Starr’s program in Tucson currently serves 62 veterans from ages 30 to 98, along with 55 volunteers.

“The program provides a consistent weekly check the veteran can count on,” Starr said. “Right now we have a 98-year-old veteran with visual impairments and hearing impairment that couldn’t do phone calls, so I have her receiving services in the program by email – they’re communicating back and forth on a regular basis by email because she can make the text large on the phone and be able to read it.

“One of our veterans in his 40s has a traumatic brain injury. Before the pandemic, the volunteer would go to his home and play video games and sometimes they’d go outside and shoot hoops. Now they’re meeting virtually in a game room or playing against each other from their own homes and still communicate while they’re playing.”

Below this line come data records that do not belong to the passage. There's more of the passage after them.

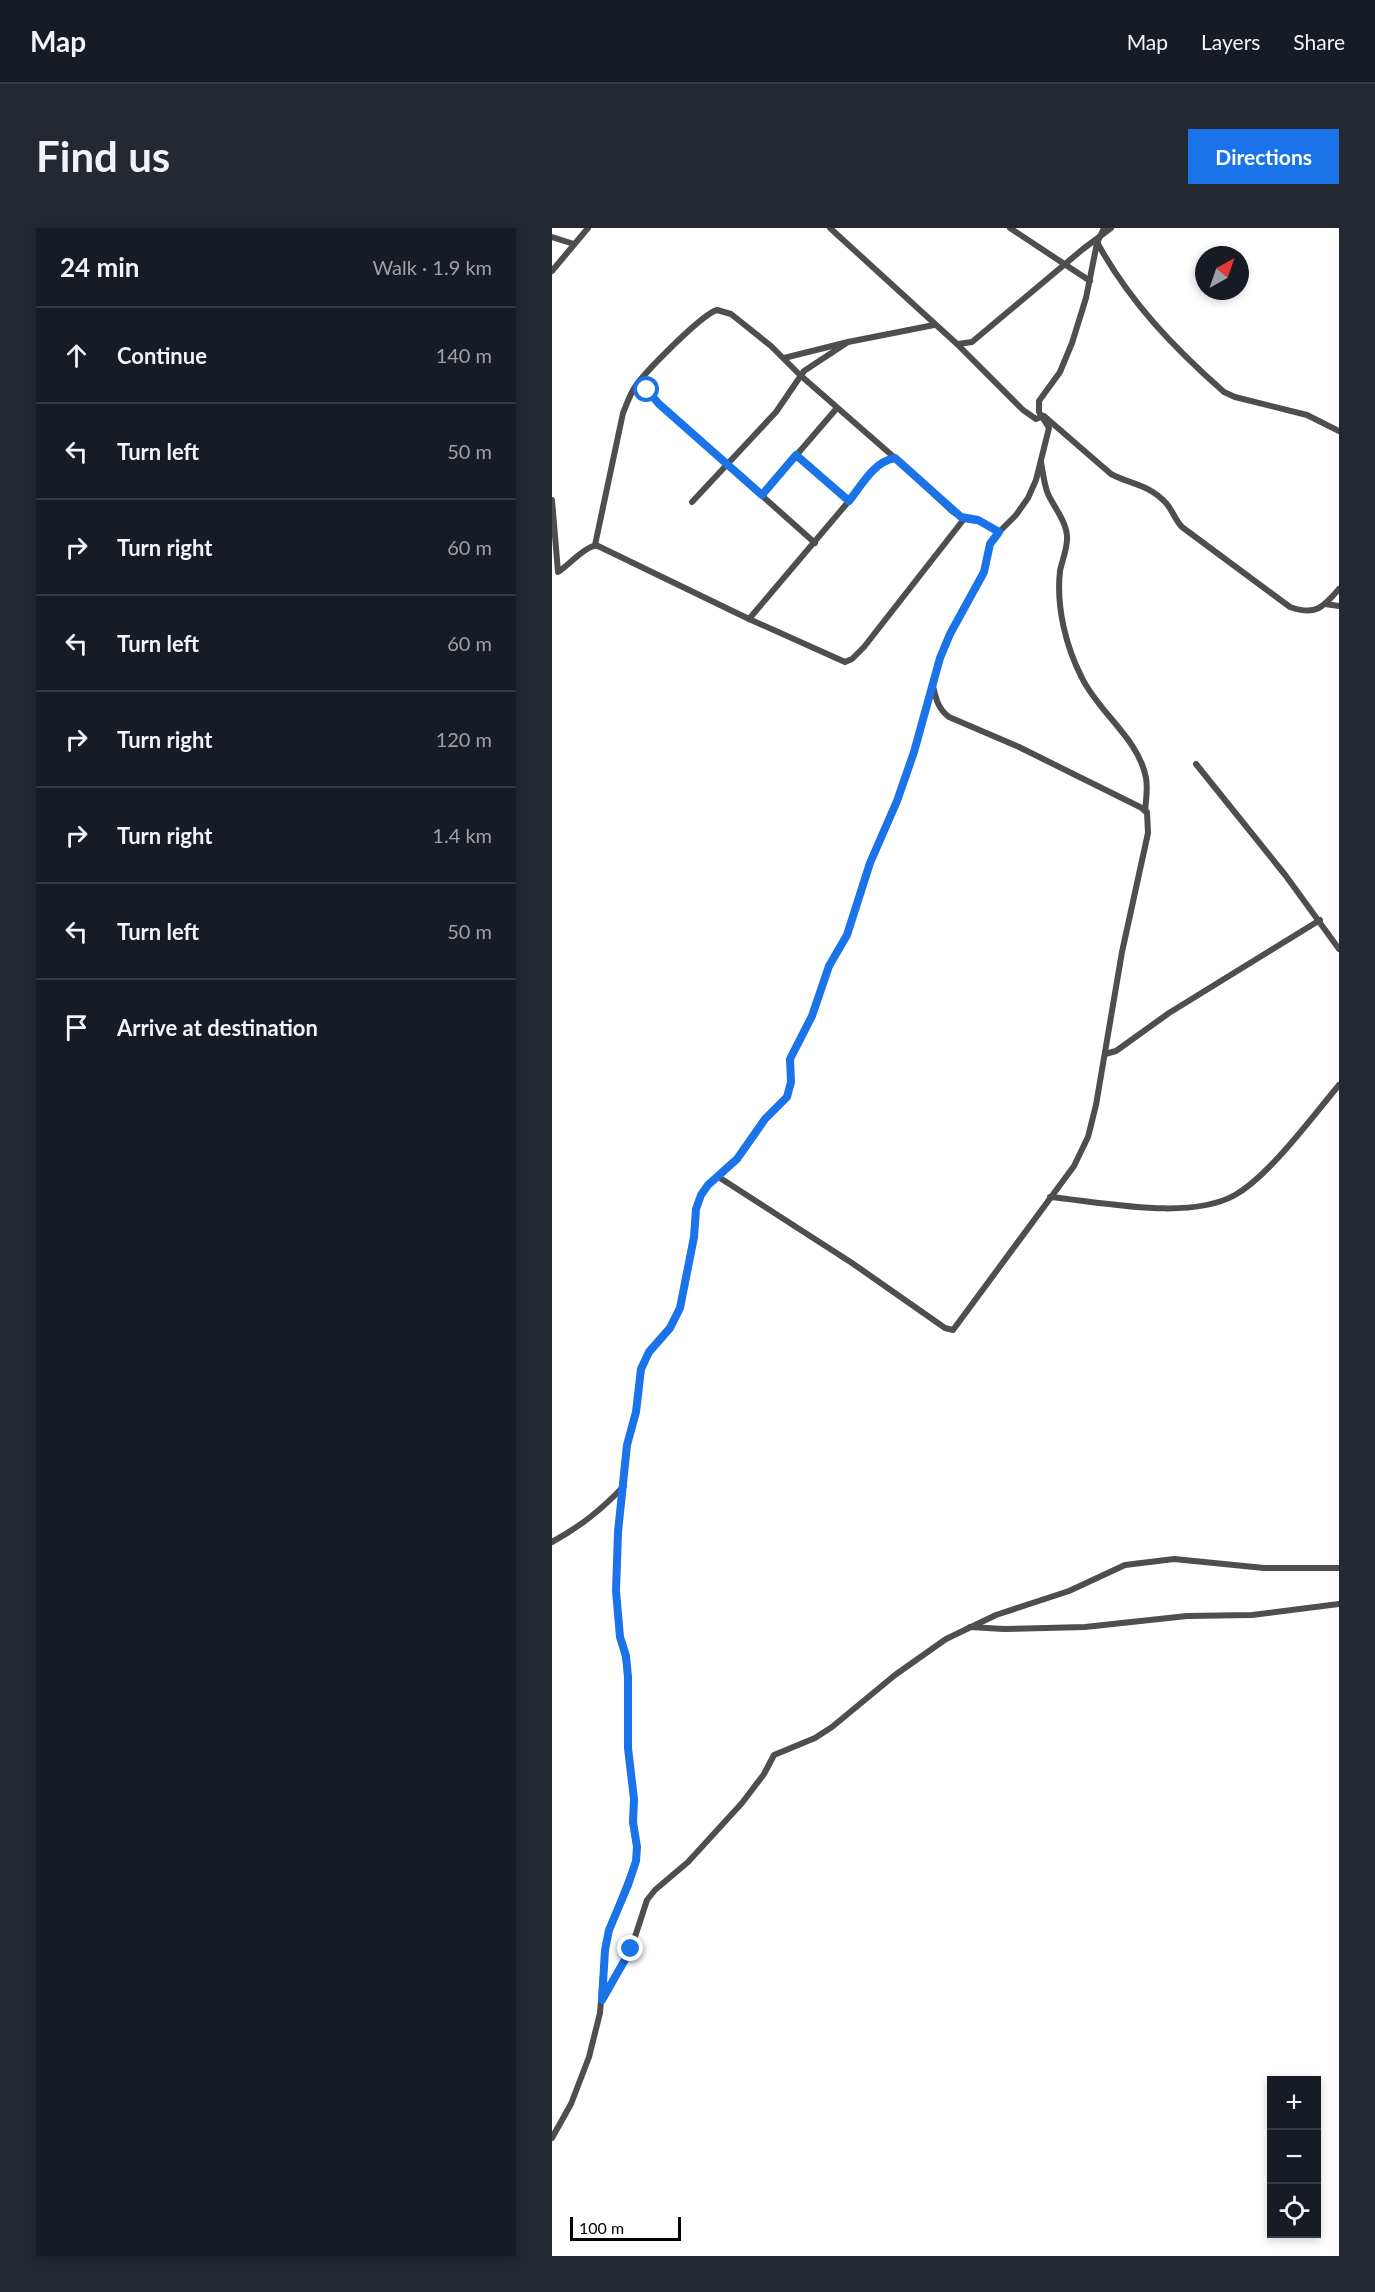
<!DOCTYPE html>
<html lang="en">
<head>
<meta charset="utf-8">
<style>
  body { margin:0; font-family:Lato,sans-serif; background:#242831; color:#f1f3f6 }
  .controls { position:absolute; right:18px; bottom:18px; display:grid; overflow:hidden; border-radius:0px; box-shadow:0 3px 9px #0003 }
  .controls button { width:54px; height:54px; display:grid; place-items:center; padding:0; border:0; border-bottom:2px solid #363941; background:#171b24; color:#f1f3f6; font:30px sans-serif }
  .compass { position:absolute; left:643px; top:18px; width:54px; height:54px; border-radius:50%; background:#171b24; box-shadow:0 3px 9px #0003; rotate:40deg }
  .scale { position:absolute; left:18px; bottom:15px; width:111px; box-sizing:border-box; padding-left:6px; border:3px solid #000; border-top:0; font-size:16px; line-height:21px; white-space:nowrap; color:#000; -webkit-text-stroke:4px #fff; paint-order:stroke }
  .stop { position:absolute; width:18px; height:18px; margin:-14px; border:4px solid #1a73e8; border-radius:50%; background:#fff }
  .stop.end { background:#1a73e8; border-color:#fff; box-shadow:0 2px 6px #0008 }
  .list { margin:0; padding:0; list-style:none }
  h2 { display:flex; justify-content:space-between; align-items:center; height:78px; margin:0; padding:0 24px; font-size:26px }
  h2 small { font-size:20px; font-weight:400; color:#9ea1a6 }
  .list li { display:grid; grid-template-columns:39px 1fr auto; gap:18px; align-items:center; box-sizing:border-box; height:96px; padding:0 24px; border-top:2px solid #363941 }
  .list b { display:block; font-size:22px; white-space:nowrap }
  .list em { font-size:20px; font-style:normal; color:#9ea1a6 }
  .icon { flex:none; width:33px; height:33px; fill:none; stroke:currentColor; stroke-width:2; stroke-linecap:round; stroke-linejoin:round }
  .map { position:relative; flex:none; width:787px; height:2028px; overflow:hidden; border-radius:0px }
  header { display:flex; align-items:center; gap:36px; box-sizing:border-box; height:84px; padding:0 30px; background:#171b24; border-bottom:2px solid #363941 }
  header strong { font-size:28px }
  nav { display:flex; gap:33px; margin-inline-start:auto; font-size:21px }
  .intro { display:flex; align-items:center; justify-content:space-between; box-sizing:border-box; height:144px; padding:0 36px }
  h1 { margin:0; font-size:42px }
  .button { padding:15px 27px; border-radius:0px; background:#1a73e8; color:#fff; font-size:21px; font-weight:700 }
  main { display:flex; gap:36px; padding:0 36px }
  aside { flex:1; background:#171b24; border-radius:0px; box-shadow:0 3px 9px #0003 }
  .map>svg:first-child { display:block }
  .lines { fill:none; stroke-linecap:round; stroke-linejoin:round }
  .minor { stroke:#4e4e4e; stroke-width:6 }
  .route { stroke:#1a73e8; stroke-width:8 }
</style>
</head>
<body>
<header>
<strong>Map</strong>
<nav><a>Map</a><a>Layers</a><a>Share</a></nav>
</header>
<div class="intro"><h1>Find us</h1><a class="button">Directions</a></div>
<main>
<aside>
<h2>24 min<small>Walk · 1.9 km</small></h2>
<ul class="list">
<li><svg class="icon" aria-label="ahead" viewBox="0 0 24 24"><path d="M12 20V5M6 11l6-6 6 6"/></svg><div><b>Continue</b></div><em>140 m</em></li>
<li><svg class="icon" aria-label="left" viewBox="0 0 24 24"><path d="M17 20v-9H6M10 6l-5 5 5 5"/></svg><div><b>Turn left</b></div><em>50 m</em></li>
<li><svg class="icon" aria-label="right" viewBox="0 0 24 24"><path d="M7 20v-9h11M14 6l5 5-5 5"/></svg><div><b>Turn right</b></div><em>60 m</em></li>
<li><svg class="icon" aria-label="left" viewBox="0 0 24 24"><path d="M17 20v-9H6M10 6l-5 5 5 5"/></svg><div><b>Turn left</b></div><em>60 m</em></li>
<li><svg class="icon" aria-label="right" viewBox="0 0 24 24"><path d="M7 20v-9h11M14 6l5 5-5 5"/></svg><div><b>Turn right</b></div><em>120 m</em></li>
<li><svg class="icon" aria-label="right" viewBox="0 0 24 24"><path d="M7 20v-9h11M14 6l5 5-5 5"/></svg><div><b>Turn right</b></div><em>1.4 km</em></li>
<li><svg class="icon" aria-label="left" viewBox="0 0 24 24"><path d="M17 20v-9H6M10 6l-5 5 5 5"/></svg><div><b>Turn left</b></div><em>50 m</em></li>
<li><svg class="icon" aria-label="arrive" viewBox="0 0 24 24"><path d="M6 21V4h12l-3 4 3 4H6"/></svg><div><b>Arrive at destination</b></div></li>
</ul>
</aside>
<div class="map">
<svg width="787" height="2028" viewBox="0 0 787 2028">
  <rect width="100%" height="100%" fill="#fff"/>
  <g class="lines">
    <g class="minor">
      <path d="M278,0L405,116L471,182L484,191L489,189"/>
      <path d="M458,0L538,53"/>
      <path d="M0,9L22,16"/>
      <path d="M546,16C578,74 622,120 672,164L683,169L755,187L787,203"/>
      <path d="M0,43L36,0"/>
      <path d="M406,116L420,114L531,21L559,0"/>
      <path d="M232,130L296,114L382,97"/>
      <path d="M91,149L95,162L107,176L263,315"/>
      <path d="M492,188L559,246C580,257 596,256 614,275C621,283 623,292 630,299L738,379C763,388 771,380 787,361"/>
      <path d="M245,227L297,273"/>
      <path d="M489,234C491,245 492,256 496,266C502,279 514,293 515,308C516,320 510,332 508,343C504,379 514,419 530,450C547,485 587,511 594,550C596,561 594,572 593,583"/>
      <path d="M210,267L285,180"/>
      <path d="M0,272L6,344C17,337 35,316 46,318L197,391L293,434L300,431L312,419L412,291"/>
      <path d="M140,274L224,184L252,143L296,114"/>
      <path d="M43,317L71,185C75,176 77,168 83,159C92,145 150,86 165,82L179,86L219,118L248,147L343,230L400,283L412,291L431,294L447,304"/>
      <path d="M773,376L787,378"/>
      <path d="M197,391L297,273L316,248L330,234L343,230"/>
      <path d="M644,536L734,648L787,721"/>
      <path d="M553,826L564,823L617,785L768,692"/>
      <path d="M165,948L300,1035L393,1100L401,1102L522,938L536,909L544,877L570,724L596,605L595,584L588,579L467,519L397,489C386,481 384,471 381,458"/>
      <path d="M498,969C550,974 637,993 683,967C717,948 761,888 787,857"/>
      <path d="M0,1314C29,1298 49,1282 72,1258"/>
      <path d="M418,1399L452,1401L533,1399L635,1388L700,1387L787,1376"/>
      <path d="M52,1768L79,1721L95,1672L103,1662L136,1634L190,1575L212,1546L222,1527L263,1510L280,1499L343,1447L394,1411L444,1387L517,1363L573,1337L622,1331L712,1340H787"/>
      <path d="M0,1910L19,1876L37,1829L48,1785L53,1722L57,1702L84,1633L85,1619L81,1594L82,1571L76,1520V1449L73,1428L68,1409L64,1363L66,1304L75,1217L84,1184L89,1141L97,1123L118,1100L128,1080L142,1009L144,981L149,967L156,957L185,931L213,891L235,869L239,854L238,831L260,788L277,738L295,707L318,635L345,574L362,524L388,430L398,406L432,344L438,316L443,308L464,287L476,270L484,252L497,200L487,184V173L508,144L520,115L534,70L545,15L552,0"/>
    </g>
  </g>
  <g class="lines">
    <path class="route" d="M79,1721L50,1772L53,1722L57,1702L76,1657L84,1633L85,1619L81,1594L82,1571L76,1520V1449L74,1428L68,1409L64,1363L66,1304L75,1217L84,1184L89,1141L97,1124L118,1100L128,1080L142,1009L144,981L149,967L156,957L185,931L213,891L235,869L239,854L238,831L260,788L277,738L295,707L318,635L345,573L362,524L388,430L398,406L432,344L438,316L447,304L426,292L409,289L343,230C321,234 310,257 297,273L244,227L210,267L107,176L95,162"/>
  </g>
</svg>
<div class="controls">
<button>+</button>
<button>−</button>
<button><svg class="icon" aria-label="locate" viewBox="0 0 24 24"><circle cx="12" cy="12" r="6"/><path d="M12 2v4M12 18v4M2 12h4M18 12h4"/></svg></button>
</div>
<svg class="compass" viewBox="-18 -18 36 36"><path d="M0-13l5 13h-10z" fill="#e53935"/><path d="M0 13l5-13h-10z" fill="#9ea1a6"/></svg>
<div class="scale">100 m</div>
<div class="stop" style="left:95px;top:162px"></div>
<div class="stop end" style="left:79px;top:1721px"></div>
</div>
</main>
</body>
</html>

Veterans and volunteers are matched based on common interests.

“It’s the personal touch of matching people up that I find is a challenge I enjoy very much,” Starr said. “I love the ones where it’s meant to happen. For example, this week I started telling (the volunteer) about the veteran and there were just coincidental things that matched up perfectly. It was just so awesome that it happens that way that I do feel like there’s a higher power kind of assisting me in my process.”

Based on their weekly engagement, trained volunteers can identify if their veteran is behaving in a way that isn’t normal for them, triggering a check by the VA health care team.

“Our volunteers offer early intervention,” Starr said. “We say they’re a set of eyes and ears for the VA and they detect minor changes before it becomes a big issue.”

The program has expanded to more than 50 VA facilities across the country and last week the VA partnered with the American Red Cross to boost volunteer recruitment for the program.

"We regard VA’s Compassionate Contact Corps as a best practice and signature program," said American Red Cross Senior Vice President Koby Langley in a release. "It directly aligns with our organization’s mission and the expertise of its cadres across a vast nationwide network of volunteers to prevent and alleviate human suffering whenever possible."

Interested volunteers can find available opportunities at their local VA or at the American Red Cross. 

“It doesn’t matter where the volunteer is,” Starr said. “They can connect with a veteran anywhere there is a phone line or some other means of communication. We even have a couple of volunteers that are doing greeting cards and short notes for veterans – so we go from pencil and paper all the way up to video chats and anywhere in-between.”

An Air Force law enforcement veteran, Starr’s work in developing and implementing a Compassionate Contact Corps was recently recognized by the secretary of the Veterans Administration with an I CARE award.

“I don’t know which is better working with all the awesome people who have huge hearts and don’t care about getting paid or if it’s working – because I’ve always enjoyed connecting with other veterans – with the veterans themselves,” Starr said. “Getting them engaged and seeing that engagement is probably the most rewarding part of it.”

DK McDonald is an award-winning Arizona-based writer. She comes from a multi-generational military family, spanning all branches of service. She is also a former Army spouse.